- If you write a book that gets published by a traditional publisher, it can take three years to find an agent and for the agent to find a publisher who will accept you and produce the book. In this long process, one of the last things that gets done is cover design. The author may have some input, but the publisher has the final say on the design—and even on the title of the book—which can certainly influence the way the cover looks.
- If you are working with a "self-publishing company," the time between writing and printing is compressed from years to months, but the cover still comes after the writing.
- But in independent self-publishing (which I do), I've found that it can be very useful to have a cover design even before the first word is written.

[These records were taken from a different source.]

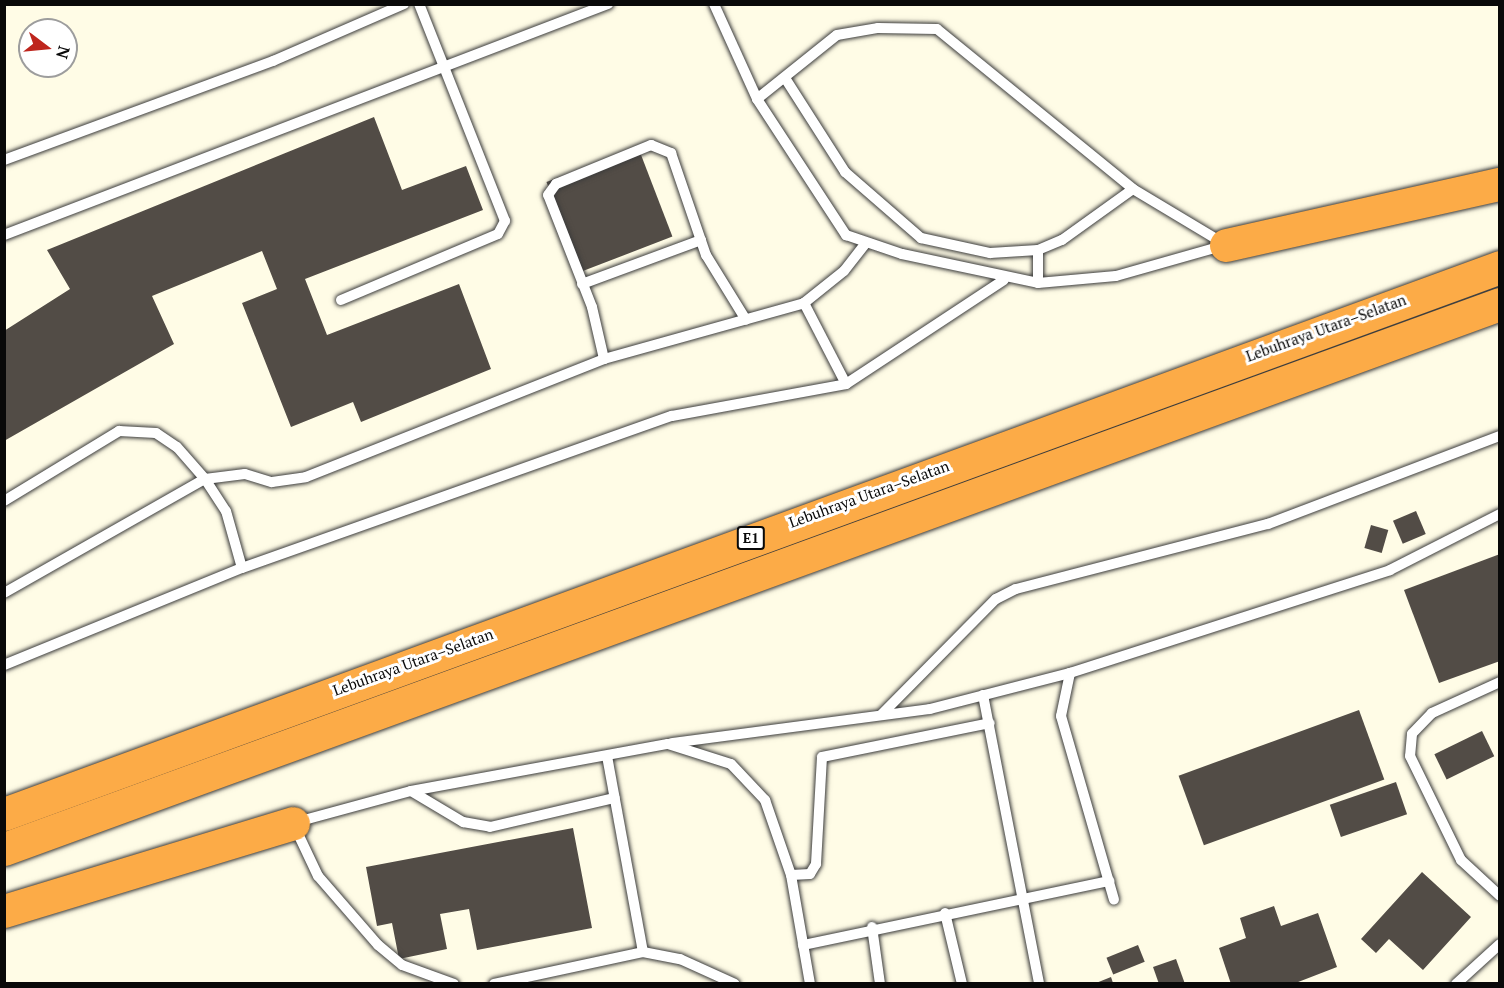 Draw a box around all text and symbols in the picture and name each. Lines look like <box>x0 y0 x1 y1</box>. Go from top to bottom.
north arrow <box>18 18 78 78</box>
text: N <box>51 44 76 61</box>
street label: Lebuhraya Utara–Selatan <box>1243 291 1409 365</box>
street label: Lebuhraya Utara–Selatan <box>786 457 952 531</box>
road number: E1 <box>736 527 766 549</box>
street label: Lebuhraya Utara–Selatan <box>330 625 496 699</box>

|Above: early and final versions, separated by about two years|
- Living with a cover design over a period of months while you write can be very useful. There can be—and should be—an interaction between the exterior and interior of the book. Exterior and interior will evolve together.
The back of the book will also be very useful to you while you're writing. It's a summary—maybe a statement of principles—that should help to keep you focused and remind you of what you had in mind when you first conceived the book.
- It's normal for the words on the cover to change as you write words for the inside. Sometimes the title may change. Sometimes you just have a "working title" and the final title emerges from deep inside the book. Sometimes you'll come up with a new subtitle, or even swap title and subtitle.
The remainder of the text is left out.